IDEA regulations specifically require IEP Teams to consider the provision of Extended School Year (ESY) services to all students with disabilities. However, ESY is not the same as summer school and in implementing ESY programs, a school district cannot limit ESY services to particular categories of disability or unilaterally limit the type, amount, or duration of the services.

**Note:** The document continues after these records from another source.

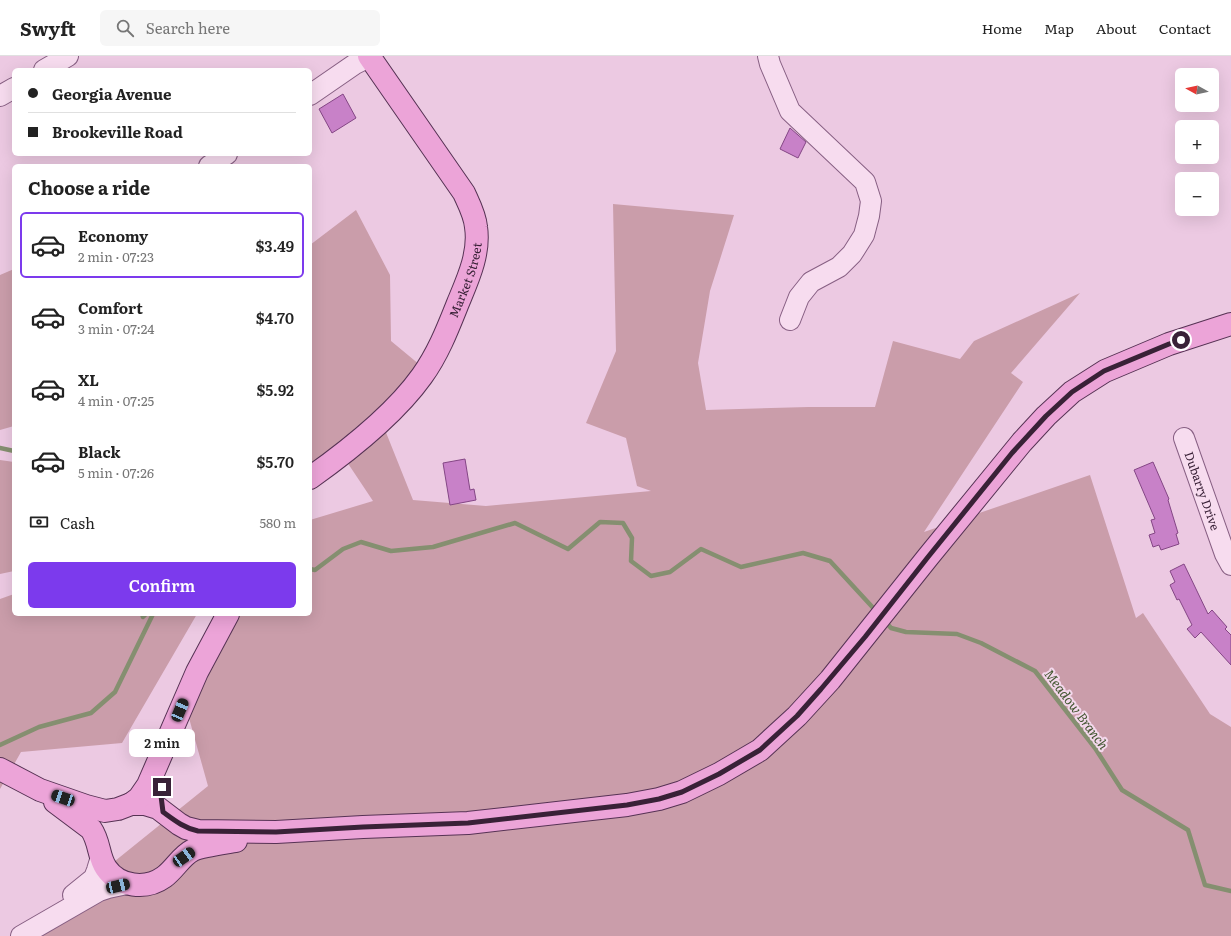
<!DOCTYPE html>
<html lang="en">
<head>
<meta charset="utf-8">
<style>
  :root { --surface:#fff; --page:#f6f6f6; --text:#222; --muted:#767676; --line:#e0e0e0; --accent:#7c3aed }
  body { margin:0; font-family:Literata,serif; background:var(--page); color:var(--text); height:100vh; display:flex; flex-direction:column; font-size:15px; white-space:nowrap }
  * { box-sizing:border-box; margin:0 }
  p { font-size:13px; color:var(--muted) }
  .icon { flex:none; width:22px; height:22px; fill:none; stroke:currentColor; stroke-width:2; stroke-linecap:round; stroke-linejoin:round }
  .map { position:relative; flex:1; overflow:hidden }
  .sheet { position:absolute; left:12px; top:108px; width:300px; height:452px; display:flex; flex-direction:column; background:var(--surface); border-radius:6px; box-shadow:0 4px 16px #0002 }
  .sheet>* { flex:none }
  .top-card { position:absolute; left:12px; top:12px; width:300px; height:88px; border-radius:6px; box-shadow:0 4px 16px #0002; display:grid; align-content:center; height:88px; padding:0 16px; background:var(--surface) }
  .needle { width:26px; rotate:278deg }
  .buttons { position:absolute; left:1175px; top:12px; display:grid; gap:8px }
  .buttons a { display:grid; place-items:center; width:44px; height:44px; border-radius:6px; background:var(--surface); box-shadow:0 4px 16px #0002; font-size:20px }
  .end { position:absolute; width:18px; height:18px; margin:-9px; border:5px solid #392137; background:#fff; box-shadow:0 0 0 2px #fff }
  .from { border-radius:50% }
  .bubble { position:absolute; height:28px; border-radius:6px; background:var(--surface); box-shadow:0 4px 16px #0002; font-size:13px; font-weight:600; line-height:28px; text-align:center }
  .car { position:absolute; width:12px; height:24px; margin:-12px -6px; border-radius:5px; box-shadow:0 0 3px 1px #0007; background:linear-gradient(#222 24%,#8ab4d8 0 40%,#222 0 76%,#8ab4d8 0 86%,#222 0) }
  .top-card b { display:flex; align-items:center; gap:14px; height:38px; font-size:15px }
  .top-card b+b { border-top:1px solid var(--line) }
  .top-card i { width:10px; height:10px; background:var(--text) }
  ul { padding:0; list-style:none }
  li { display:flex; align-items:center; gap:12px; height:66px; margin:0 8px 6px; padding:0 8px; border:2px solid transparent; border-radius:6px }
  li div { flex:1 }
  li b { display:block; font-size:15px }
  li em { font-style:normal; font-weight:600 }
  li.on { border-color:var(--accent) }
  li>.icon { width:36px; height:36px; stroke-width:1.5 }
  h2 { padding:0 16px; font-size:18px; line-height:48px }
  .pay { display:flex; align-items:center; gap:10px; height:44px; padding:0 16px; font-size:15px }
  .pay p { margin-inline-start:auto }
  .action { display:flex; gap:8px; margin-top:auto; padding:8px 16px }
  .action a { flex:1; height:46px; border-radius:6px; background:var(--accent); color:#fff; font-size:16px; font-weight:600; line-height:46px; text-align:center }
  header { display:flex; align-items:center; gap:24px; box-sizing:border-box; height:56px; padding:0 20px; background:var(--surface); border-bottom:1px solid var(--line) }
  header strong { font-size:19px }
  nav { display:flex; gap:22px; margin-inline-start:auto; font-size:14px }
  .search { width:280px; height:36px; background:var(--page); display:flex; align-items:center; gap:10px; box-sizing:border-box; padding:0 14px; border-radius:6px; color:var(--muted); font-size:15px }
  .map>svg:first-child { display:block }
  .green { fill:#ca9daa }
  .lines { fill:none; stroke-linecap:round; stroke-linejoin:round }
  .stream { stroke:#858f70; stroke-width:4.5 }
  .building { fill:#c881c8; stroke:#844685 }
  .minor-casing { stroke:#875f83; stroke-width:22 }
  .major-casing { stroke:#563254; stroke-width:24 }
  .minor { stroke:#f7dcef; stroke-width:20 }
  .major { stroke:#eca4d8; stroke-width:22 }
  .route { stroke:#392137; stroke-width:5 }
  .labels { text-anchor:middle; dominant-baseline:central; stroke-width:4; stroke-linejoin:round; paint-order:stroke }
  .street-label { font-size:12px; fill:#392137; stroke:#f4d8ec }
  .water-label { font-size:13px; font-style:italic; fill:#445732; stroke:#f4d8ec }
</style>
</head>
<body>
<header>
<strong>Swyft</strong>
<div class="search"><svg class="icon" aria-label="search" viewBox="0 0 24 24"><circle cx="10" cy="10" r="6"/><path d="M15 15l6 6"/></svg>Search here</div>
<nav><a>Home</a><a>Map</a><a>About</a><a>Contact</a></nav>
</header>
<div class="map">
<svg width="1231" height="880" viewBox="0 0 1231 880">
  <rect width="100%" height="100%" fill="#ecc9e2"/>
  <!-- green -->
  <g class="green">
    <path d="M 613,148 L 734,159 L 710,235 L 698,307 L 706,354 L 808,351 L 875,351 L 893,285 L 960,303 L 974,285 L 1080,237 L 1011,317 L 1023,326 L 924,476 L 1090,419 L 1136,562 L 1143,557 L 1210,658 L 1231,671 L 1231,880 L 22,880 L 208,730 L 182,637 L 219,558 L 310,558 L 310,464 L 373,445 L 347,406 L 385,374 L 413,444 L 486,450 L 651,435 L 637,430 L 626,382 L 586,367 L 616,295 Z"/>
    <path d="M 356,154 L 390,219 L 391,285 L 420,309 L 385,351 L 310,412 L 310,189 Z"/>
    <path d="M 14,213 L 14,370 L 0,374 L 0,219 Z"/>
    <path d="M 0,404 L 14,406 L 14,515 L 0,518 Z"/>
    <path d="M 14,538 L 14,558 L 197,558 L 122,687 L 21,696 L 0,733 L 0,543 Z"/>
  </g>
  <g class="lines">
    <!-- stream -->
    <g class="stream">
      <path d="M 0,392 L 14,395"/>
      <path d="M 310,513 L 315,514 L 343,493 L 361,486 L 391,495 L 433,491 L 515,467 L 568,493 L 600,466 L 623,467 L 632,482 L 631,505 L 651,520 L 670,516 L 701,493 L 741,511 L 803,497 L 830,505 L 876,555"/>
      <path d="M 142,558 L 143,561 L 146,558"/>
      <path d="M 884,564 L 891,572 L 906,576 L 957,578 L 981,587 L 1035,615 L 1095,692 L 1122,734 L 1188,774 L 1205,829 L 1231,835"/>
      <path d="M 0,689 L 39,671 L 91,657 L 115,636 L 153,558"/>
    </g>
  </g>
  <!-- building -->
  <g class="building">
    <path d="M 343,38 L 356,62 L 332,77 L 319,53 Z"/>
    <path d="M 790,72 L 806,86 L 798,102 L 780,93 Z"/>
    <path d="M 465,403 L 470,434 L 474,433 L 476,444 L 450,449 L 443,407 Z"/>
    <path d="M 1153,406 L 1169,443 L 1168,444 L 1178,477 L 1176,478 L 1179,488 L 1161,494 L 1159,489 L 1153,491 L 1149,479 L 1155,477 L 1151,464 L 1155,463 L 1134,414 Z"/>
    <path d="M 1184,508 L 1208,558 L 1212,554 L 1227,571 L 1225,573 L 1231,579 L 1231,609 L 1201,576 L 1195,582 L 1187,573 L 1192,569 L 1179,543 L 1177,544 L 1170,529 L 1175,526 L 1170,515 Z"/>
  </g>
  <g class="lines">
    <defs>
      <g id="minor">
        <path d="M 768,0 L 770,8 L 790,55 L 865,126 L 871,145 L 869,160 L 864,179 L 852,198 L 839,211 L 811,226 L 799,241 L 790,264"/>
        <path d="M 44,14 L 68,0"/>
        <path d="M 310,39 L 355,8 L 369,1"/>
        <path d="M 0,40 L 14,32"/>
        <path d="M 209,110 L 227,98"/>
        <path id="s1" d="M 1184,382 L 1225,498 L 1231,509"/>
        <path d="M 73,839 L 94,822 L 97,814 L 101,801"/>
        <path d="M 21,880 L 99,835 L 108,832 L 127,828"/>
      </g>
      <g id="major">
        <path id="s2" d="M 310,422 C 348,395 395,358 422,320 C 438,298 448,272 458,247 C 468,223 480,197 476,171 C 475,159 469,148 464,137 L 369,0"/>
        <path d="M 0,713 L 40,734 L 86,750 L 105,755 L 118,753 L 131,748 L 145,748 L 158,752 L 179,768 L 186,772 L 198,775 L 276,776 L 363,771 L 468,767 L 627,749 L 659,743 L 682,736 L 719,718 L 760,694 L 797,660 L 830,624 L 928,501 L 1022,386 L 1046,360 L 1072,336 L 1105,315 L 1169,288 L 1231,268"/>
        <path d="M 55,746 L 91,773 C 100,786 98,800 106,812 C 119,831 146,834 164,821 C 175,813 181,800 193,794 C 202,790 225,787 236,785"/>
        <path d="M 131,748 L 139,742 L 148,729 L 197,616 L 228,558"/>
      </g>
    </defs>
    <!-- minor casing -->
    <use href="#minor" class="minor-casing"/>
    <!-- major casing -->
    <use href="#major" class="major-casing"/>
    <!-- minor -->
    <use href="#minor" class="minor"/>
    <!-- major -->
    <use href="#major" class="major"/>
  </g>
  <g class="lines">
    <!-- route -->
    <path class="route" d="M 162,731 L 161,740 L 163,756 C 174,764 184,772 198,775 L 276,776 L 363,771 L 468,767 L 627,749 L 659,743 L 682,736 L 719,718 L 760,694 L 797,660 L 821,633 L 865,581 L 928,501 L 1012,397 L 1046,360 L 1072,336 L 1104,315 L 1169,288 L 1181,284"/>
  </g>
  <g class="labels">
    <!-- street labels -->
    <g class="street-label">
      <text stroke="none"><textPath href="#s2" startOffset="258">Market Street</textPath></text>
      <text stroke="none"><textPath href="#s1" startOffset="56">Dubarry Drive</textPath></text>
    </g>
    <!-- water labels -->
    <g class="water-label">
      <text transform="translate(1077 653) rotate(53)">Meadow Branch</text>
    </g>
  </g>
</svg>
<div class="buttons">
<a><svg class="needle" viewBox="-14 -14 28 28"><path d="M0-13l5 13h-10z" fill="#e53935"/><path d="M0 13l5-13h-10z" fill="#767676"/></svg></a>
<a>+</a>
<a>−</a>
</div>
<i class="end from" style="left:1181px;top:284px"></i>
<i class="end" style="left:162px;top:731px"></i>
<div class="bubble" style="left:129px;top:673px;width:66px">2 min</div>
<i class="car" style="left:180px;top:654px;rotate:23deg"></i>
<i class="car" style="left:63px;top:742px;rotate:289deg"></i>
<i class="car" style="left:184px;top:801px;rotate:55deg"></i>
<i class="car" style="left:118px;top:830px;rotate:77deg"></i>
<div class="top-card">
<b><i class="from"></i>Georgia Avenue</b>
<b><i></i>Brookeville Road</b>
</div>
<section class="sheet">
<h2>Choose a ride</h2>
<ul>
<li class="on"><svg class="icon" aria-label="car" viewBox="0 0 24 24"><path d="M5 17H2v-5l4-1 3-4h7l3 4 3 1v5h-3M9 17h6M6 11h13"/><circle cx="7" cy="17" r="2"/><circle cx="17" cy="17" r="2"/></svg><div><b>Economy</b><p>2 min · 07:23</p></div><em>$3.49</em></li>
<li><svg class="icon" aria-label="car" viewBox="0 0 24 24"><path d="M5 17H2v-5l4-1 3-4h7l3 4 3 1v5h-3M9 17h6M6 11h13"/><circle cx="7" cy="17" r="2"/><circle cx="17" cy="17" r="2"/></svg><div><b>Comfort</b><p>3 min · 07:24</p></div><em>$4.70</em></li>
<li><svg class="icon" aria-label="car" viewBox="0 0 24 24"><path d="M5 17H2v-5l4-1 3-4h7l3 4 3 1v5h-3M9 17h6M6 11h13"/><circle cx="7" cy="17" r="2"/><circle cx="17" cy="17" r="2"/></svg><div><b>XL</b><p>4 min · 07:25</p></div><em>$5.92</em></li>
<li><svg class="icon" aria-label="car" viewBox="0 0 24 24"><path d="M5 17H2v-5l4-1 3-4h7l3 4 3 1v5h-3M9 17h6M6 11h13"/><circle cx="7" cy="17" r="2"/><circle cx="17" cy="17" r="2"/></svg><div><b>Black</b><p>5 min · 07:26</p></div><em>$5.70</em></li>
</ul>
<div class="pay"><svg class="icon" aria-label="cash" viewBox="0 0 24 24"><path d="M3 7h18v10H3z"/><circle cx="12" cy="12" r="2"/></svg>Cash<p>580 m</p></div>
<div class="action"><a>Confirm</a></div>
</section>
</div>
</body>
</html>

Rather, individualized decisions must be made as to ESY eligibility and services in accordance with school district procedures and Alabama’s special education rules.

“Sorry I’m an hour late, but the principal just told me that I needed to be here because I’m the only regular education teacher left in the building. Can I sign and go now?”

The IDEA is clear that not less than one regular education teacher of the student must be present at all IEP meetings (and for the entire meeting) if the student is or may be participating in the regular education environment. As a member of the IEP Team, it is expected that the regular education teacher will participate in, among other things, consideration of what supports the student may need for appropriate regular education participation, unless the teacher has been formally excused in accordance with an allowable process.